Now, collecting terms of $\sin \alpha$ on one side, and facctorizing it out, $$ \sin \alpha(1 - 2 \sin 10 \cos 20) = 2 \sin 10 \sin 20 \cos \alpha \\ \implies \tan \alpha = \frac{2 \sin 10 \sin 20}{1 - 2 \sin 10 \cos 20} $$

The right hand side is some fixed number which we have to find.
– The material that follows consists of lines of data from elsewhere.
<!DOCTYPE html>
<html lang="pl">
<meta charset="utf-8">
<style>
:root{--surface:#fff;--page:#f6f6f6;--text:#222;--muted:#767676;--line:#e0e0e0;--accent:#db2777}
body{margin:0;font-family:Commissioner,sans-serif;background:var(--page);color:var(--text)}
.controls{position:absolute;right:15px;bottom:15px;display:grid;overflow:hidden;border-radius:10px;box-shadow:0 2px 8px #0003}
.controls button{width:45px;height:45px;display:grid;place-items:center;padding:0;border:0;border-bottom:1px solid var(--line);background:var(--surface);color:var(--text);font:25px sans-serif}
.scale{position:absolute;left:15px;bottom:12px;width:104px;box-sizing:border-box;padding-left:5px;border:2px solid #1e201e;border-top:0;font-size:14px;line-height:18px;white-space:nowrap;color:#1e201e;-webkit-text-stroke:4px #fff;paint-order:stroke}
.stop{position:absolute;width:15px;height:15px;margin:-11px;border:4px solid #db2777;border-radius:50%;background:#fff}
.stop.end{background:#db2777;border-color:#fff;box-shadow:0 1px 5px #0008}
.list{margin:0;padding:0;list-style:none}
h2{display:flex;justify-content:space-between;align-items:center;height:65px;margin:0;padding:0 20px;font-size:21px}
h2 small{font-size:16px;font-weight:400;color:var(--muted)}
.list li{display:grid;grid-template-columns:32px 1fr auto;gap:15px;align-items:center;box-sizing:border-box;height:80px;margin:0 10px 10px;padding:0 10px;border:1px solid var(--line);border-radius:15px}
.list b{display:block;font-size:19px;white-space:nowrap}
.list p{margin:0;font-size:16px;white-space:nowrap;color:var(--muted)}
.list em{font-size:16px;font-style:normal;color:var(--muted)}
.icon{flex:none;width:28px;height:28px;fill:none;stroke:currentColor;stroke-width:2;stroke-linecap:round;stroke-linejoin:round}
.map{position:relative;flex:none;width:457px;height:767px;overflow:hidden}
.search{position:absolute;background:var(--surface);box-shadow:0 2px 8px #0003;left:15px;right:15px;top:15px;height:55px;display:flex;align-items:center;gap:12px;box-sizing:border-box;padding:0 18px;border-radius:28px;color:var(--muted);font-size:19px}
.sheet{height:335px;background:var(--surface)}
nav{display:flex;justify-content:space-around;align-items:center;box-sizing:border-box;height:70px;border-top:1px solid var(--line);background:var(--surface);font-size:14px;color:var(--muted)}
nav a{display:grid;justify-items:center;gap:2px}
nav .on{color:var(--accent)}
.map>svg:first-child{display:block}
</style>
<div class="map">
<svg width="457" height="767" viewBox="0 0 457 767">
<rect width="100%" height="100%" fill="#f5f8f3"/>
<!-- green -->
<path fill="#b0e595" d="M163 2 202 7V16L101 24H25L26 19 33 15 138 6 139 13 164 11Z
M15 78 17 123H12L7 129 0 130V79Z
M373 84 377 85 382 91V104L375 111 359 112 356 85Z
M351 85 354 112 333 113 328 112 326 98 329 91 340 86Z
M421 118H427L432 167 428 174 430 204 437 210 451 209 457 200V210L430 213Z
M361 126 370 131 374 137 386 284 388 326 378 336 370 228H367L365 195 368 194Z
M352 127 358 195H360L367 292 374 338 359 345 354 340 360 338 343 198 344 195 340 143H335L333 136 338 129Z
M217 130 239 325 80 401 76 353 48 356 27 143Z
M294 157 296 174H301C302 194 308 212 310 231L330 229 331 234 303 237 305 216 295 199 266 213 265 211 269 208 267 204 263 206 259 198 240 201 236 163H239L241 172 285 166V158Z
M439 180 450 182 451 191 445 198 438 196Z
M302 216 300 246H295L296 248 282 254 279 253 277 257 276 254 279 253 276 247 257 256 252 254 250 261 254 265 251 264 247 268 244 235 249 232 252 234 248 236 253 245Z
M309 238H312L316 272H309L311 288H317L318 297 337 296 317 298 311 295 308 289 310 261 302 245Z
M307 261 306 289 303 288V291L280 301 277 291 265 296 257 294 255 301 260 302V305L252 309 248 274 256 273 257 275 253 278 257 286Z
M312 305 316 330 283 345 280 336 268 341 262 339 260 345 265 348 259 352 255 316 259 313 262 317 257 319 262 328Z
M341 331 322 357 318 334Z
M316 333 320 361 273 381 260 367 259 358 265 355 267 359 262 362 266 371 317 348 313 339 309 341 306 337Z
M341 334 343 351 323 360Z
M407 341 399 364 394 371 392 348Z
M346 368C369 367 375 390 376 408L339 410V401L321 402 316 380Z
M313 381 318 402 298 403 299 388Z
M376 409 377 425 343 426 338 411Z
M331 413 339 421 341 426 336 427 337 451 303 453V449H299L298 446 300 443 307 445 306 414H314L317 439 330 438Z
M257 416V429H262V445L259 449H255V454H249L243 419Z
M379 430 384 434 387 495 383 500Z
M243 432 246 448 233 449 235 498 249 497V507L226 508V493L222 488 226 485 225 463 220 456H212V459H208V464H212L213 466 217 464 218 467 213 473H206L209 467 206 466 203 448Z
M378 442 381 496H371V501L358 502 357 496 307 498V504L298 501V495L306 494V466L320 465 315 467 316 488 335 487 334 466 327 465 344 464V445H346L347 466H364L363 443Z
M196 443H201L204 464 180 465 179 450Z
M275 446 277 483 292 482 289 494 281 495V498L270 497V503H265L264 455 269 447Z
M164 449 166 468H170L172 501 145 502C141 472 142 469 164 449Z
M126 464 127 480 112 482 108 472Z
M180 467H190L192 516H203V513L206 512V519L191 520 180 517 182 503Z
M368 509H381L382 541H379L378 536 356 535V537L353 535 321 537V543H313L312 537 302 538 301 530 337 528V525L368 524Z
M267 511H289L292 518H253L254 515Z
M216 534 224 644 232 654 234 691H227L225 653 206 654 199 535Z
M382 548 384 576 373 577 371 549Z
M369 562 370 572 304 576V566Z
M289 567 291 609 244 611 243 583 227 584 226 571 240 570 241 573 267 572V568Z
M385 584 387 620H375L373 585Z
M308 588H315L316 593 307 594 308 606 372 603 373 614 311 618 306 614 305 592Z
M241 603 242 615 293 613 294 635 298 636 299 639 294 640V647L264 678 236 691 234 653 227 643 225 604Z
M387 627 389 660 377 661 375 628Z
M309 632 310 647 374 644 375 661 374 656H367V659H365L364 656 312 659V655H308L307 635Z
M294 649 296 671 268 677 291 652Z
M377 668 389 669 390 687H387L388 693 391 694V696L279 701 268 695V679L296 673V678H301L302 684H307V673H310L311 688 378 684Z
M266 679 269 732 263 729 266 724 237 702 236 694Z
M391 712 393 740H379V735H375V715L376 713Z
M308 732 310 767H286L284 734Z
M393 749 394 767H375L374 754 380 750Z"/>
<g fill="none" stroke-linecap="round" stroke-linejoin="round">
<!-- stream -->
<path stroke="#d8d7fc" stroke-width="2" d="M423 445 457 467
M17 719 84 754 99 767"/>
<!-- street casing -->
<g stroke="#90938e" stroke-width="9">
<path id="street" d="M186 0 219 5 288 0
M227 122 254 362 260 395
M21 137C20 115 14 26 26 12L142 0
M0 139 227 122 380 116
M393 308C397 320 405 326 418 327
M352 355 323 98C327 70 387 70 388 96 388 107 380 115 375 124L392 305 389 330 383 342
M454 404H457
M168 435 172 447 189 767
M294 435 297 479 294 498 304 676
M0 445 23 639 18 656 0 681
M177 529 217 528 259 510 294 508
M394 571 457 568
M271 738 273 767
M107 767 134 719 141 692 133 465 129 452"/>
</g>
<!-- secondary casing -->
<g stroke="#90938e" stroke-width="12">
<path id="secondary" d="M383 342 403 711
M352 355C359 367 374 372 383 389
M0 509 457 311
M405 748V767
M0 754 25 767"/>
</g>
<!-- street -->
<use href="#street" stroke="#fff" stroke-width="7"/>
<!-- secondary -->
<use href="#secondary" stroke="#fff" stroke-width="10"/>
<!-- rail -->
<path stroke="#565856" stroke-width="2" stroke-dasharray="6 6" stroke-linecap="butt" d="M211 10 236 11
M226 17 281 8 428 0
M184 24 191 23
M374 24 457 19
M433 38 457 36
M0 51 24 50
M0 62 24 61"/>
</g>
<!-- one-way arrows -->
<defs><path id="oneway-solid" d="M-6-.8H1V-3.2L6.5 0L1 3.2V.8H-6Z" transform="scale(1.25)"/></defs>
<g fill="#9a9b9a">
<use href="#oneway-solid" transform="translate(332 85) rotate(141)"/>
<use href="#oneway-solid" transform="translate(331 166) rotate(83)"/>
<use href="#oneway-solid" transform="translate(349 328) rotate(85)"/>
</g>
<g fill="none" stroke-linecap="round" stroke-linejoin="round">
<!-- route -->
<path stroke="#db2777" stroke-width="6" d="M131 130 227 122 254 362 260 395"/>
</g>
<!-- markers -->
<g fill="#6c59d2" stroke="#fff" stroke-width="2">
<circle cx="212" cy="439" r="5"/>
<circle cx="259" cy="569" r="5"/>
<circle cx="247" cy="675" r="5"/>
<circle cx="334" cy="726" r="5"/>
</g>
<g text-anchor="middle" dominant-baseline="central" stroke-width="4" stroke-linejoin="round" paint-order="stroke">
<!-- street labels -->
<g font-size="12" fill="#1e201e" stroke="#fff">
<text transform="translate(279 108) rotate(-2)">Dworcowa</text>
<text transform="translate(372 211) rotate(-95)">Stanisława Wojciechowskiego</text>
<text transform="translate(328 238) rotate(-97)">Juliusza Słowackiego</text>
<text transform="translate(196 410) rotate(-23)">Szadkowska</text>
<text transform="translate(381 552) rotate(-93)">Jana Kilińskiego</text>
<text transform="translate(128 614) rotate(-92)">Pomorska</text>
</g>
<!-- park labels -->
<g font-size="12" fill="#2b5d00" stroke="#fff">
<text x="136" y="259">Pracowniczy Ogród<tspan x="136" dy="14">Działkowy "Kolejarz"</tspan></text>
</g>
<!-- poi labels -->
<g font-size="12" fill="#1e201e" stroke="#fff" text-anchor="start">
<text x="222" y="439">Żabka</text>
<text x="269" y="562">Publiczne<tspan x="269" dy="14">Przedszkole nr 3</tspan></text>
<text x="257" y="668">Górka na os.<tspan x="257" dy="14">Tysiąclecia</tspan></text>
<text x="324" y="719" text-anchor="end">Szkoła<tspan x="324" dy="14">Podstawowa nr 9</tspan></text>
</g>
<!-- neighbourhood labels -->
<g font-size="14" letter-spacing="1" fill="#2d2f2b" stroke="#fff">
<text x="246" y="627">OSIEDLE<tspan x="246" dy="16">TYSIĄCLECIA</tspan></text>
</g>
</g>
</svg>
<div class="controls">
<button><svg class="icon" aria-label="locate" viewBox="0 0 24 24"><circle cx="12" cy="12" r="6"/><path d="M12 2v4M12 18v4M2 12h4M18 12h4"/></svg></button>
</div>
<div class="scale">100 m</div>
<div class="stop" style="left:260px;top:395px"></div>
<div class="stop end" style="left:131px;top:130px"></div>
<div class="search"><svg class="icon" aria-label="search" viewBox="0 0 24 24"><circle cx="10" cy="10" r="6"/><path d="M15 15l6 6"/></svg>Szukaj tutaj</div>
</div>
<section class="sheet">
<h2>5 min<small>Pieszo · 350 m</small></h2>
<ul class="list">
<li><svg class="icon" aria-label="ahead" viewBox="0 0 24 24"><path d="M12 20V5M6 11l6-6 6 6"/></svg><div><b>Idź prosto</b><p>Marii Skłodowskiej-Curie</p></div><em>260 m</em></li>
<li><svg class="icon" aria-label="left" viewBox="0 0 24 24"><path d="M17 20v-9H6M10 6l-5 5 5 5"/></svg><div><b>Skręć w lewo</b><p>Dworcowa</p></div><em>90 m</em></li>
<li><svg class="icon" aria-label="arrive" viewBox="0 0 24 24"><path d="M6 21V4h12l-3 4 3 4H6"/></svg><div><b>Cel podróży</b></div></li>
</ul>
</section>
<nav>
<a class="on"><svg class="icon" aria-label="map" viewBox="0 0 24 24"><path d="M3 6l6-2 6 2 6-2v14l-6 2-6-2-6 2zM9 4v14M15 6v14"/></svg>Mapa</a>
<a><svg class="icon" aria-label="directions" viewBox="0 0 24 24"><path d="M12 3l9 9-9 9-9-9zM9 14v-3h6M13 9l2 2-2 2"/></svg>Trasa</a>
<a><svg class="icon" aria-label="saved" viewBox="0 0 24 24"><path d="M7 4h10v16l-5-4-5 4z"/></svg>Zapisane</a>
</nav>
To do this, we first simplify the denominator, using the formulas : $$2 \sin A\cos B = \sin(A+B) + \sin(A-B) \quad ; \quad \sin A + \sin B = 2 \sin\left(\frac{A+B}{2}\right)\cos\left(\frac{A-B}{2}\right)$$

We will also use the fact that $\sin 30 = \frac 12$. In our case, $$ 1 - 2 \sin 10 \cos 20 = 1- (\sin 30 + \sin (-10)) = 2 \sin 30 - (\sin 30 - \sin 10) \\ = \sin 30 +\sin 10 = 2 \sin 20 \cos 10 $$

Therefore, $$ \tan \alpha = \frac{2 \sin 10 \sin 20}{1 - 2 \sin 10 \cos 20} = \frac{2\sin 10 \sin 20}{2 \cos 10 \sin 20} = \tan 10 $$

Now, since $0 < \alpha < 180$, we get that $\alpha = 10$. From here, $80-\alpha = 70$ is the desired angle.